==== Data for this task ====

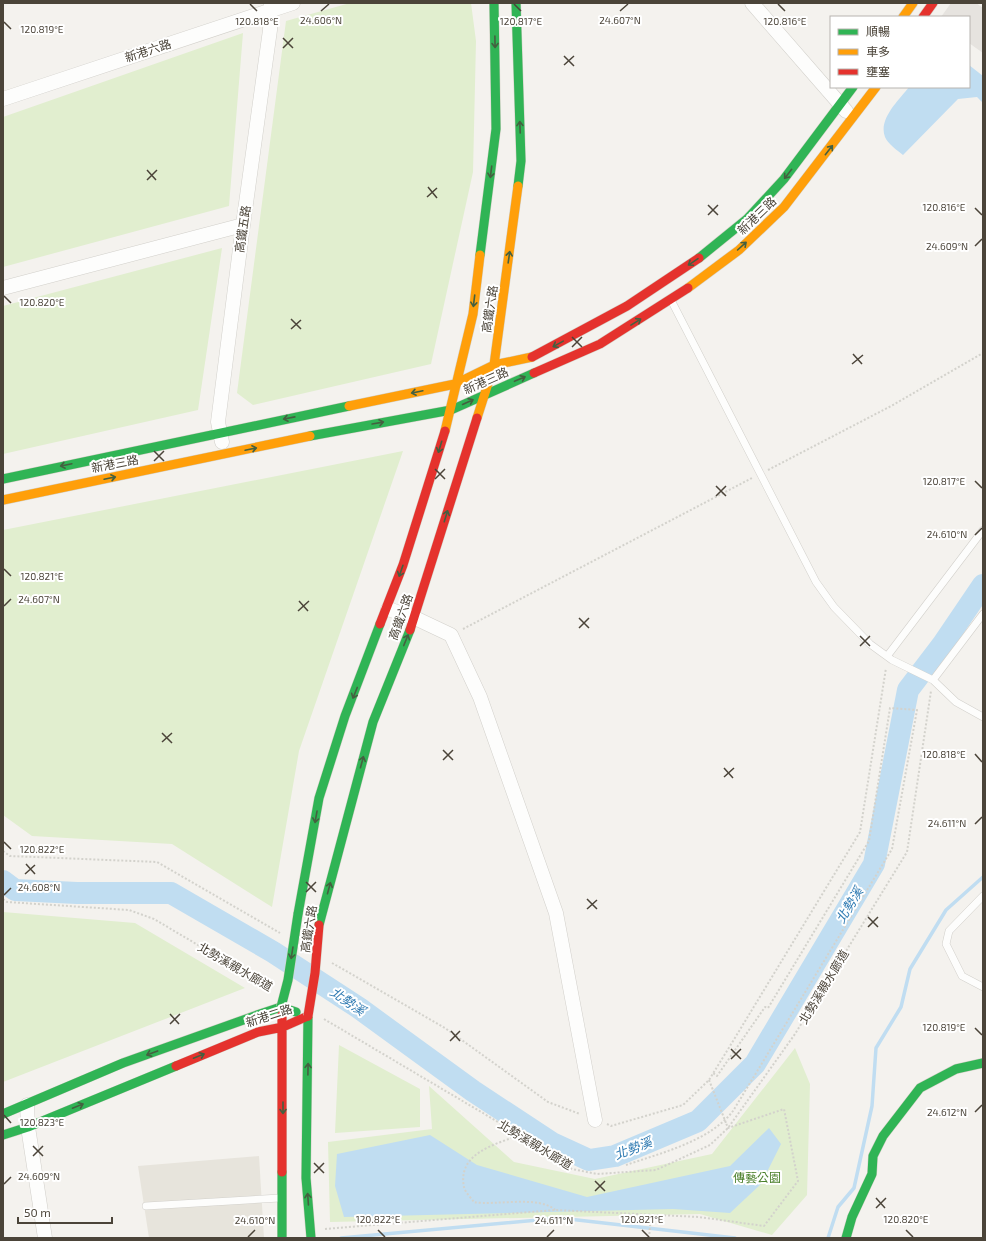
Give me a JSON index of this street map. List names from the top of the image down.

====
==== Data for this task ====

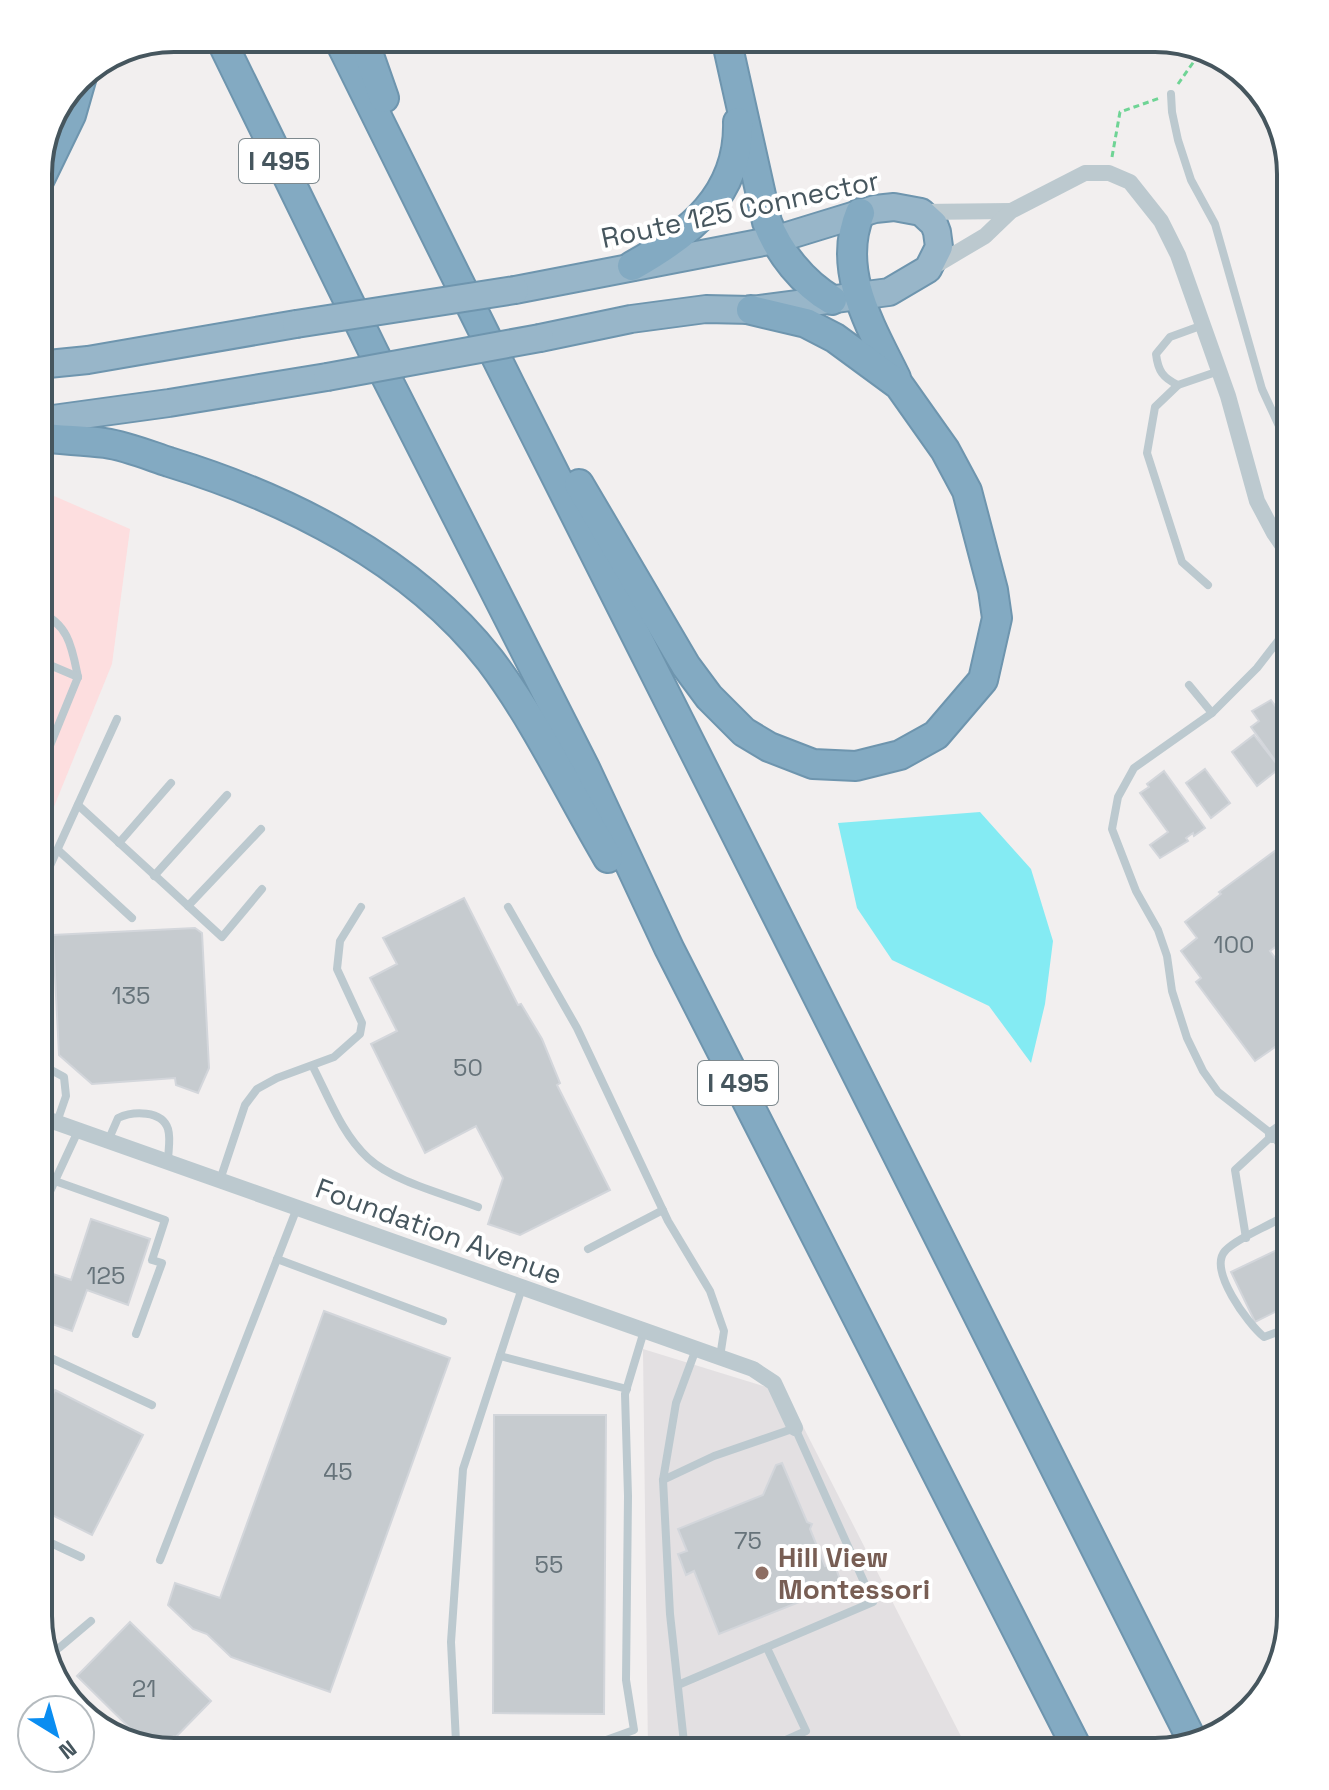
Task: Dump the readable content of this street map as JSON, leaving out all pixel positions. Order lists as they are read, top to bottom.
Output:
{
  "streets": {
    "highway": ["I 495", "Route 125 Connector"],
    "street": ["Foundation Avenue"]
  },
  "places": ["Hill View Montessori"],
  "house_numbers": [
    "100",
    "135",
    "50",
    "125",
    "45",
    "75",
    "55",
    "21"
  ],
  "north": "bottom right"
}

====

What the exercise asks ::
Give the number of lines in the records above that contain "JSON", with no other words.

Your response ::
2